Each line of the material, from the first through the one containing "filter:drop-shadow(0 0 1px", is to be written out exactly.

•••••

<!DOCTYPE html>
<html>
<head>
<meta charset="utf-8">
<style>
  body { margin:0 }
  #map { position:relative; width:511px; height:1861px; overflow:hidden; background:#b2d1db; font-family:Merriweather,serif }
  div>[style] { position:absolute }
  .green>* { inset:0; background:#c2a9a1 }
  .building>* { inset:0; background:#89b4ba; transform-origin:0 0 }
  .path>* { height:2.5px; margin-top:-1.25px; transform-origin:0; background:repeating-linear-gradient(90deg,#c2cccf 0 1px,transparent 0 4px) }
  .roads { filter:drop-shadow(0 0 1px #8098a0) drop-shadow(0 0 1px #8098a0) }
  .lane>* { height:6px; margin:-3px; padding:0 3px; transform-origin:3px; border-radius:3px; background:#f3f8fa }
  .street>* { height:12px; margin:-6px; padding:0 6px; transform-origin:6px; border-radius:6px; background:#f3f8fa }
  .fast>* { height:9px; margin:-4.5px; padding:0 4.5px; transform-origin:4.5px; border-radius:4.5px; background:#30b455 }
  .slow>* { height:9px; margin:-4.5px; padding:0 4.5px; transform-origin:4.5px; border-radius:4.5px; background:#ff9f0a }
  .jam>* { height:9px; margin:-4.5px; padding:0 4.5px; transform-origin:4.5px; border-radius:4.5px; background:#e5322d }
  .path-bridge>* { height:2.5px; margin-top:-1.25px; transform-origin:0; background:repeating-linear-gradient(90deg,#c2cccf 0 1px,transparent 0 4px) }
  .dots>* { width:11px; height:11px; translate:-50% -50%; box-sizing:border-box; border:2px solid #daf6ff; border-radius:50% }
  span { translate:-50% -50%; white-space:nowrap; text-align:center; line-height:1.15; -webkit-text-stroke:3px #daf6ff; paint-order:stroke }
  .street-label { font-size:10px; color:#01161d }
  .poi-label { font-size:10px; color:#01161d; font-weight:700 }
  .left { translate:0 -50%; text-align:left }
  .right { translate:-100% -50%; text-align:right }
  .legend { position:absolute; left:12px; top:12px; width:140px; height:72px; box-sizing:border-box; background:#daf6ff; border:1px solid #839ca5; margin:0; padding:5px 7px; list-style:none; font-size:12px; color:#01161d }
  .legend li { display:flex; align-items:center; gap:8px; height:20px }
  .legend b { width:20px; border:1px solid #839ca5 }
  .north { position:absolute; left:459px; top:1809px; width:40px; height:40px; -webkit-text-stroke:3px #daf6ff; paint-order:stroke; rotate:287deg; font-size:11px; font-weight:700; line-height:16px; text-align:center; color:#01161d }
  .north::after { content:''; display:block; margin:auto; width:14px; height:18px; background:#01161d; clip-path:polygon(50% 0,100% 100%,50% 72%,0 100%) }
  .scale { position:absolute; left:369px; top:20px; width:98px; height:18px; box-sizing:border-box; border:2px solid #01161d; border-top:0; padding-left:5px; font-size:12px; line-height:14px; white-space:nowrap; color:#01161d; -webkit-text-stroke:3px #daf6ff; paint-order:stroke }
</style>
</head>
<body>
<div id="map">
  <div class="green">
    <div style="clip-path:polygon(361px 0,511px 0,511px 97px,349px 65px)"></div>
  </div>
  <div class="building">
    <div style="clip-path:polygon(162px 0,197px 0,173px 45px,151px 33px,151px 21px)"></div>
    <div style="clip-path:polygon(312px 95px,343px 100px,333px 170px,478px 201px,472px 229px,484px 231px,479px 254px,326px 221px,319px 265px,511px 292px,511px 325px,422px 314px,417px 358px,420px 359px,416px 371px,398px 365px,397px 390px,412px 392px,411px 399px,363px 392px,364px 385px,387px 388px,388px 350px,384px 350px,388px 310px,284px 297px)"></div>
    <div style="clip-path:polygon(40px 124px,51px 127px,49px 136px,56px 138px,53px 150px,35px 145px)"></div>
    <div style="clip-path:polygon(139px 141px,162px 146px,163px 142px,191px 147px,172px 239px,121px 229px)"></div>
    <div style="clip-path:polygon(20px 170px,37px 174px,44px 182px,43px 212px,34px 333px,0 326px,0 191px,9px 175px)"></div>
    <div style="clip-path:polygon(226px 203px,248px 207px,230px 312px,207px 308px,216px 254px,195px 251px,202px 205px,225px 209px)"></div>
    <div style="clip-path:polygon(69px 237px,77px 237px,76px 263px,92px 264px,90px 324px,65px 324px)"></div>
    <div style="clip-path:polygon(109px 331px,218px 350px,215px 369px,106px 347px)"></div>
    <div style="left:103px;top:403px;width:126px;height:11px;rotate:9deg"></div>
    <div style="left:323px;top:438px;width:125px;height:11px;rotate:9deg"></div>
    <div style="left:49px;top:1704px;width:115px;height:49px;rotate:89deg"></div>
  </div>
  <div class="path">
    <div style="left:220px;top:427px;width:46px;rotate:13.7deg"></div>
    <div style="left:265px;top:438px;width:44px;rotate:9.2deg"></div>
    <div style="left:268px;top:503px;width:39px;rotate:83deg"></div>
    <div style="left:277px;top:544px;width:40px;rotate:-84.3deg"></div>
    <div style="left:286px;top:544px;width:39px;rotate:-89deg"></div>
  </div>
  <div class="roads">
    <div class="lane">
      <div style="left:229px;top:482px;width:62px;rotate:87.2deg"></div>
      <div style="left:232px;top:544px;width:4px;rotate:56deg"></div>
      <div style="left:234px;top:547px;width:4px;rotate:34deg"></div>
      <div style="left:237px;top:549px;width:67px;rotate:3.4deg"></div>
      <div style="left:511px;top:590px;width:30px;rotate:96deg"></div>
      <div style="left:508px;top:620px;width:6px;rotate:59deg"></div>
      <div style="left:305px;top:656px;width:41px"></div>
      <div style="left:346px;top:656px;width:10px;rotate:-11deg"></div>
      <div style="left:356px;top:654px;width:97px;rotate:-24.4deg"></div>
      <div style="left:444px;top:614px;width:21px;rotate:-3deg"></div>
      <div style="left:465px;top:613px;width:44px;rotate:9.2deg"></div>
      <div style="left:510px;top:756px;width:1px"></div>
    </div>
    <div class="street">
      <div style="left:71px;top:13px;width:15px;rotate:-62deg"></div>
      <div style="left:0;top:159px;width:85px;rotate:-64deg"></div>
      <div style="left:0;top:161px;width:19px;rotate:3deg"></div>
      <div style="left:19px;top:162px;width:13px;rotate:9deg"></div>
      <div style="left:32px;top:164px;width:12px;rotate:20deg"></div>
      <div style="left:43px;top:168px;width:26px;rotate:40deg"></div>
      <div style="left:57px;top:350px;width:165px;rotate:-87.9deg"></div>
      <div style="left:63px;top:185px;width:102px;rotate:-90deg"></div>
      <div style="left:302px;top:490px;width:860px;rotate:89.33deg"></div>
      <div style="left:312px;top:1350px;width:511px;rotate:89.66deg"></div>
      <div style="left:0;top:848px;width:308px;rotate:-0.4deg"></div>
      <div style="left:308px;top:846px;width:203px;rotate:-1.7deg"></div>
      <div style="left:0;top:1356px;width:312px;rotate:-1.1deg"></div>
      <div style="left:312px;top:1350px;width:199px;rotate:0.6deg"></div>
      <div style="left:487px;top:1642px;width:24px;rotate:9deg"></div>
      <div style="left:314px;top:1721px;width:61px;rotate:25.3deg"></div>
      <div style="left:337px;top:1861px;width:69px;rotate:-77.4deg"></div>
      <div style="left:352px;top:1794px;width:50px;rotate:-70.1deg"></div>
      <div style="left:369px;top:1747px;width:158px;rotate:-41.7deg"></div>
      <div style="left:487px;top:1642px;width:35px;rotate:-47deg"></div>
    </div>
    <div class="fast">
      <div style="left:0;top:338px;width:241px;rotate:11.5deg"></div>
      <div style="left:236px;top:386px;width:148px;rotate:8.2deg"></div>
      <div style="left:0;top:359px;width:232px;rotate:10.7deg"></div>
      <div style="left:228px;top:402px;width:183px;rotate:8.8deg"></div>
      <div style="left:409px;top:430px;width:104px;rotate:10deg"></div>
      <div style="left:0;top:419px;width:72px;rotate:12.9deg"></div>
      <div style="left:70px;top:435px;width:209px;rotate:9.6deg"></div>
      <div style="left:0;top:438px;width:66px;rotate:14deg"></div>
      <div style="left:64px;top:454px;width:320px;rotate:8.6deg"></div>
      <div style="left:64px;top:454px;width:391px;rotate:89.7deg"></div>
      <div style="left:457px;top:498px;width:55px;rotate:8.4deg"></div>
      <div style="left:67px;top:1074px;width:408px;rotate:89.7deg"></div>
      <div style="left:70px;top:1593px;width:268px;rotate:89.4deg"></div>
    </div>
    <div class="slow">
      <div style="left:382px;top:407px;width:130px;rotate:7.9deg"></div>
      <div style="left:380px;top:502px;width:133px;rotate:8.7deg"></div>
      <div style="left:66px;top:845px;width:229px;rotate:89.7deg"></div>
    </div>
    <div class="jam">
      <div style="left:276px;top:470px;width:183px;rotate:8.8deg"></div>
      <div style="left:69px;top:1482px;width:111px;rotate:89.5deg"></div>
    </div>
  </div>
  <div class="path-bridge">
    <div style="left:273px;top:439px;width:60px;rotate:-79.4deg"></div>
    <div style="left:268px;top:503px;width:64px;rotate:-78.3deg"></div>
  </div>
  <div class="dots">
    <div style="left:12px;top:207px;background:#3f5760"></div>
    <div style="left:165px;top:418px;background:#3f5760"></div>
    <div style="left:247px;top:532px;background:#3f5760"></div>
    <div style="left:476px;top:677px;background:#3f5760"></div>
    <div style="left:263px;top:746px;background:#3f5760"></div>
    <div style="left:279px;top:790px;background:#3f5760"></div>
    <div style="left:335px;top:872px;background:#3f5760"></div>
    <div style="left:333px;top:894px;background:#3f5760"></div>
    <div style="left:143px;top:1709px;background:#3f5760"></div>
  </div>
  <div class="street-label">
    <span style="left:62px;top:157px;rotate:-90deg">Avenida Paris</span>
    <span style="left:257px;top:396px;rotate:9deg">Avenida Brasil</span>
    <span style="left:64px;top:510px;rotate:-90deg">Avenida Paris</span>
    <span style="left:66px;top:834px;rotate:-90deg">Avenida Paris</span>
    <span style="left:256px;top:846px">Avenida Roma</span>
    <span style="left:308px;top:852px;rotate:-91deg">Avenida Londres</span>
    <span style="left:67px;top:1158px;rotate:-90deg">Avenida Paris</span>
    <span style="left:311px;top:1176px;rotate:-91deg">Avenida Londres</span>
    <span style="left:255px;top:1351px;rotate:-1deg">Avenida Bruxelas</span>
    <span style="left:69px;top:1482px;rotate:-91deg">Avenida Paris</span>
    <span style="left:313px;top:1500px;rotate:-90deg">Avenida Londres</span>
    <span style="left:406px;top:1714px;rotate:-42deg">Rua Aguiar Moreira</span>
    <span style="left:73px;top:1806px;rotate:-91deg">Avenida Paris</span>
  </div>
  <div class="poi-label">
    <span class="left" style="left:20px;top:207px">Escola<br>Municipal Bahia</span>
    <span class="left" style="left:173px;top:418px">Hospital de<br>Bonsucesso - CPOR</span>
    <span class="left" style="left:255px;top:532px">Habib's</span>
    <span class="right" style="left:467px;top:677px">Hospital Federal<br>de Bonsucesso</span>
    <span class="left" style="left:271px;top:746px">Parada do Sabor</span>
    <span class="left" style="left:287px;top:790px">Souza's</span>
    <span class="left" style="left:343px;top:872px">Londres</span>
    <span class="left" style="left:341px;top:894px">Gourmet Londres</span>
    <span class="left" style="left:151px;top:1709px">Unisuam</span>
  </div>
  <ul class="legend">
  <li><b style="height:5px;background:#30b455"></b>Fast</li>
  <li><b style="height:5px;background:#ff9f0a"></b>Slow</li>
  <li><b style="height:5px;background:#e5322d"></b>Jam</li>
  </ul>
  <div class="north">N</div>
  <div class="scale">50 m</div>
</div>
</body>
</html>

•••••

* _Exercise result_
<!DOCTYPE html>
<html>
<head>
<meta charset="utf-8">
<style>
  body { margin:0 }
  #map { position:relative; width:511px; height:1861px; overflow:hidden; background:#b2d1db; font-family:Merriweather,serif }
  div>[style] { position:absolute }
  .green>* { inset:0; background:#c2a9a1 }
  .building>* { inset:0; background:#89b4ba; transform-origin:0 0 }
  .path>* { height:2.5px; margin-top:-1.25px; transform-origin:0; background:repeating-linear-gradient(90deg,#c2cccf 0 1px,transparent 0 4px) }
  .roads { filter:drop-shadow(0 0 1px #8098a0) drop-shadow(0 0 1px #8098a0) }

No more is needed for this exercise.